Shortly after the execution of Wijeweera, Minister Ranjan Wijeratne accused a section of the Sri Lanka Bar Association of channelling funds it received from the London headquartered Amnesty International to the JVP. He also accused the British government of turning a blind eye to the activities of anti-government elements. Against the backdrop of Sri Lanka’s decision to ask British High Commissioner David Gladstone to leave the country over alleged interference in domestic politics, Wijeratne slammed the Opposition led by Mrs. Bandaranaike for fishing in troubled waters. Referring to the 1971 insurgency put down by her, Wijeratne declared that she should be the last person to talk of human rights.

Focus on JVP

The UNP-LTTE honeymoon (May 1989 to June 1990) allowed the government to fully concentrate on the JVP. The LTTE backed the UNP in return for getting the IPKF off its back, an issue I dealt in "How UNP-LTTE honeymoon saved LTTE from IPKF." The international community was in a dilemma as the government and the LTTE manipulated the negotiating process for their own advantage. The negotiating process allowed the UNP to commit all its resources to annihilate the JVP. Had it failed before the LTTE resumed offensive action in June 1990, the country would have plunged to total chaos. Such a situation would have caused the disintegration of the country. Whatever its faults in tackling the LTTE, the UNP should be congratulated for crushing the JVP. Had India finalised the withdrawal of the IPKF as demanded by the UNP, the UNP-LTTE honeymoon would not have lasted 14 months. Instead, the LTTE would have resumed attacks months before the execution of Wijeweera and the disintegration of the JVP’s terrorist campaign. The UNP wanted the IPKF out by late July 1989.

Threats on media

The UNP was in an indecent hurry to get rid of the IPKF. Had the UNP correctly assessed the situation, it would have allowed the IPKF to annihilate the monster created by Mother India. Once Minister Wijeratne threatened to arrest me unless I revealed the identity of a military official who supplied information on which The Island exclusively revealed that arrival of IPKF personnel matched the number of IPKF personnel withdrawn. Angered by our reports, Wijeratne demanded the identity of the officer whom he said would be stripped of his rank. He called me a subversive at the post-cabinet press briefing. This was done in the presence of over 20 local and foreign journalists. Defence Secretary General Sepala Attygalle, who was seated beside Minister Wijeratne, confirmed the reports, prompting Minister Wijeratne to end his verbal barrage. I recalled this to remind human rights champions of today the way the UNP handled the media. Any report which it considered detrimental drew an angry response. A report on the arrest of a Malaysian passport holder identified as an associate of casino king Joe Sim by the Bureau of Special Operations (BSO) in early June 1991, triggered a CID investigation. As I recall SSP O. K. Hemachandra was Director of CID at that time. A junior officer who recorded my statement on the fourth floor simply wanted me to name DIG Premadasa Udugampola as my source. The UNP wanted to ‘fix’ Udugampola as he was stepping on Premadasa’s toes. The man was deported.
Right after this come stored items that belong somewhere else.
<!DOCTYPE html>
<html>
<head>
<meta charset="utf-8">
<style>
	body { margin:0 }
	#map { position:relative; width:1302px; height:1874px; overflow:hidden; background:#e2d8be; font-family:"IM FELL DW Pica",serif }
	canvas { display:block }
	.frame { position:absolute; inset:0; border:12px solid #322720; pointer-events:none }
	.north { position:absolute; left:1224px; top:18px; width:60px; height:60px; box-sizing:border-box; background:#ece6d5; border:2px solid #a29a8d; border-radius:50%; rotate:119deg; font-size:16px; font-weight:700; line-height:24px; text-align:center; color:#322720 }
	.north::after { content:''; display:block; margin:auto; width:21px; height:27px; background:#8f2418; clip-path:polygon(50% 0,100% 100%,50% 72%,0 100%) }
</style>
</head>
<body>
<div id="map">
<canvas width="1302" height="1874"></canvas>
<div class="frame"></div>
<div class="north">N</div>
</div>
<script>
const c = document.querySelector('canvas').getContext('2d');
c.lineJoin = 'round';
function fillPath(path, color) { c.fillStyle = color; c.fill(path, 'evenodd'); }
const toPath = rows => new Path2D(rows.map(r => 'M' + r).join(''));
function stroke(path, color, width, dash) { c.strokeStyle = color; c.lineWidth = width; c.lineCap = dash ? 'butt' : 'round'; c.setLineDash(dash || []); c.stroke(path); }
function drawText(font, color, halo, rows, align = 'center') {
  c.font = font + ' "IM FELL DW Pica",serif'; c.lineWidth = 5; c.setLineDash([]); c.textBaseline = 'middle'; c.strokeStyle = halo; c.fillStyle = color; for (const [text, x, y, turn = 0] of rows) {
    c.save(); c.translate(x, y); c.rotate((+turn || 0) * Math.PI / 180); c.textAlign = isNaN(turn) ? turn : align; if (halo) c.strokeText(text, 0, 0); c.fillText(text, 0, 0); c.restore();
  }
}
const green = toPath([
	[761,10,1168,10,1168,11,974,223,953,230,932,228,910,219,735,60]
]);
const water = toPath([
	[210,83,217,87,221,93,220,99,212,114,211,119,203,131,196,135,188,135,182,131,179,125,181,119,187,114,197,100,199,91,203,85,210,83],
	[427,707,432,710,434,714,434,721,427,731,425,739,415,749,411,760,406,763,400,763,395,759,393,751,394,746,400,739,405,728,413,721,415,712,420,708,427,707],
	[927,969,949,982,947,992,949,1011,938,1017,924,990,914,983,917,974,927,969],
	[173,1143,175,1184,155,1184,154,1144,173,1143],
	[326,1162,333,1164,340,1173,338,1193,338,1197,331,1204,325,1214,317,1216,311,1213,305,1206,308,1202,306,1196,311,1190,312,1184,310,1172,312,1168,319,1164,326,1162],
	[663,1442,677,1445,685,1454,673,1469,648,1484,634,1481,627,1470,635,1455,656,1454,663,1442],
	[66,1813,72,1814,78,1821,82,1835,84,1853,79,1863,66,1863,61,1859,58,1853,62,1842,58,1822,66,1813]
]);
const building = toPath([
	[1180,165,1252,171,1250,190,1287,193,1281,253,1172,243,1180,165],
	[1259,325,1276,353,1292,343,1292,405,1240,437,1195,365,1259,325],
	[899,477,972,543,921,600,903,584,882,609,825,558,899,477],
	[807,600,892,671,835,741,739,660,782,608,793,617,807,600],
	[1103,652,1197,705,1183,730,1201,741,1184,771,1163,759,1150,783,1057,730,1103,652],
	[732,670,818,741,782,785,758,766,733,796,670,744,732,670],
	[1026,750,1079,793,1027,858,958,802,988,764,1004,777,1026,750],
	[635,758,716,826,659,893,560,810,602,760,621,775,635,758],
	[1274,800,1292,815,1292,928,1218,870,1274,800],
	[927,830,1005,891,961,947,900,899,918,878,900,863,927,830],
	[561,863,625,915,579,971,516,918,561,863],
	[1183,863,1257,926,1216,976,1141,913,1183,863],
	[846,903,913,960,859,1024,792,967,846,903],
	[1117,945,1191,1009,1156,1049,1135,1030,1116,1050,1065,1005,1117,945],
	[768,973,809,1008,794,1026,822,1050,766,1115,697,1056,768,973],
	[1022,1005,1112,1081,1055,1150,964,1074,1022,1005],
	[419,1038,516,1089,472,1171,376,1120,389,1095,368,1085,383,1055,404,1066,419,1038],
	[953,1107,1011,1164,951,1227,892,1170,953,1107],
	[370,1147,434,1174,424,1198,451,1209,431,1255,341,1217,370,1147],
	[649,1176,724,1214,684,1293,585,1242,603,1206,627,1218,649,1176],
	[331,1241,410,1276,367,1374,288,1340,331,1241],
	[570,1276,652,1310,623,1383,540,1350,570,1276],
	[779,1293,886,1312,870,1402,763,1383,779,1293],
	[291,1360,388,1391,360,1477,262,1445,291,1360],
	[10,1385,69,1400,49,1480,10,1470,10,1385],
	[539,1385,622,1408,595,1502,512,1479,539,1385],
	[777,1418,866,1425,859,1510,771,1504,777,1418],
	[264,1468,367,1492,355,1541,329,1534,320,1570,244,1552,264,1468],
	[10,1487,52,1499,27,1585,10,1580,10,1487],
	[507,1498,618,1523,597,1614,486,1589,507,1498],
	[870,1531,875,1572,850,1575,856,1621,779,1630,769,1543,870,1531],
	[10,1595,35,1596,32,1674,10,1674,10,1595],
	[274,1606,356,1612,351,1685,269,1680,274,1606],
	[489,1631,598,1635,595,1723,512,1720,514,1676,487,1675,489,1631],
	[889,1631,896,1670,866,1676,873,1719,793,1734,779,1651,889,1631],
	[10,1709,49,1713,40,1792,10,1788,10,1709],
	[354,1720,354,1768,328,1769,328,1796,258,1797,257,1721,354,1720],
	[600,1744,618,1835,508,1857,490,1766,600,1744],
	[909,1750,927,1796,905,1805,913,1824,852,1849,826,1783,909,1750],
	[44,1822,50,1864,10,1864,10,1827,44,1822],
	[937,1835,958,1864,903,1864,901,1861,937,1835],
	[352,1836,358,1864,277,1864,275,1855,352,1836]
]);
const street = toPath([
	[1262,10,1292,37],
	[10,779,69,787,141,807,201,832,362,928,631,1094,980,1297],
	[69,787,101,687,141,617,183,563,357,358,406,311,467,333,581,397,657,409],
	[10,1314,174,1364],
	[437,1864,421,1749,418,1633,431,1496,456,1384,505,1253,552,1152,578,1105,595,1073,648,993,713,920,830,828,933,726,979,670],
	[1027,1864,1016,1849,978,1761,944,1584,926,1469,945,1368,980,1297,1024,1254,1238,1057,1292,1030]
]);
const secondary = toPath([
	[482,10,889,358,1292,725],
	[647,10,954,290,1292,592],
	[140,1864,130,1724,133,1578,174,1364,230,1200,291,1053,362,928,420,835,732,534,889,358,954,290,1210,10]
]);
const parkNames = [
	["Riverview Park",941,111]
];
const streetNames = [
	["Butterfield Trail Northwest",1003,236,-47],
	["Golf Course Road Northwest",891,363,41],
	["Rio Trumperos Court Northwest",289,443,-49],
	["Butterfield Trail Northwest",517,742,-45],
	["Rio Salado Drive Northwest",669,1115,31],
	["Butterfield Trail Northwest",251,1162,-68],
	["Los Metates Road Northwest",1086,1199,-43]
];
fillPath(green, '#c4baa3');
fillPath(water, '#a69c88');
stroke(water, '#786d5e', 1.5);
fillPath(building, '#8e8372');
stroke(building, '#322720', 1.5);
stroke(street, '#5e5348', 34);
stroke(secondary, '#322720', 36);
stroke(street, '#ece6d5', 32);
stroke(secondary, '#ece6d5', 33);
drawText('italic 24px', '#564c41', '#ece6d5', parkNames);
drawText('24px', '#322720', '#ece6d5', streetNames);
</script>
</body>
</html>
Unlike nowadays subtle threats and attacks on the media were almost routine. The threats directed at 60-year-old Aththa cartoonist Jiffry Yoonoos in August 92 was a case in point. UNP goons first threatened him for ridiculing President Premadasa. When he ignored the threats, he was knifed. The CID targeting Asia Week correspondent John Colmey over a cartoon and the attack on a group of journalists covering a DUNF campaign opposite the Fort Railway station, early August 92, highlighted the terror. The break-up of the UNP over the Lalith-Gamini led attempt to impeach Premadasa in October 1991 caused further pressure on the media. Once a senior aide to Premadasa warned us not to antagonise the President. "Do you want to continue to publish papers," he asked. This was not an isolated case. In fact, the UNP always behaved in a similar fashion, the case in point is the pressure brought on the media during President JR Jayewardene’s administration.

Bloody crackdown

The UNP crackdown on a JVP inspired protest campaign in late July 1989 resulted in the deaths of about 200 people. The protest organised to pressure Indians to leave Sri Lanka drew a strong response from the UNP. Despite the UNP and the LTTE working overtime to force India to withdraw the IPKF, the JVP protest drew a bloody attack with dozens of people being gunned down in Moneragala and Anuradhapura. It was the worst day of violence after the signing of the Indo-Lanka Accord two years before. Interestingly, the JVP failed to inspire protests in the south. The JVP lost its grip on the south after the bloody crackdown on a protest in the second week of November 1987 at Tissamaharama where scores of people died at the hands of the army. I had the opportunity to speak with some of the families who suffered due to excesses during a visit to Tangalle, Ranna, Hungama and Kudawella shortly after the Tissamaharama massacre. Excesses, whether they were directed against the civilians irrespective of ethnicity, were wrong and should be condemned. Similarly threats on press freedom too should be condemned whichever the party responsible for the degrading actions. The killing of journalist Richard de Zoysa was a case in point. Zoyza who worked for the Inter Press Service was abducted, tortured and shot twice through the head and his body left at Koralawella during Premadasa’s regime. The State-run Rupavahini identified him as a JVP heavyweight in charge of the Colombo district. Lankapuvath did the same. The UNP prevented us from carrying a statement issued by the Sri Lanka Police Inspectors’ Association critical of the government in relation to the involvement of the Colombo police in the vigilante type killing of the respected journalist.

Unprecedented violence

The country experienced unprecedented violence during the deployment of the IPKF (July 1987-March 1990) which coincided with the UNP-LTTE honeymoon (May 1989-June 1990 and the murderous crackdown on the JVP under Premadasa’s leadership(January 1989-March 1990). Despite the absence of mortar fire, artillery assaults, air strikes and claymore mines, the UNP-JVP battle caused thousands of deaths. Human rights and press freedom took a backseat as death squads roamed the streets in unmarked vehicles. The UNP leadership did absolutely nothing to correct the situation. In fact, reprisals were encouraged. The bottom line is that the UNP rightly assessed that JVP terror had to be suppressed by equal means regardless of the consequences. Had the UNP failed, there would have been anarchy.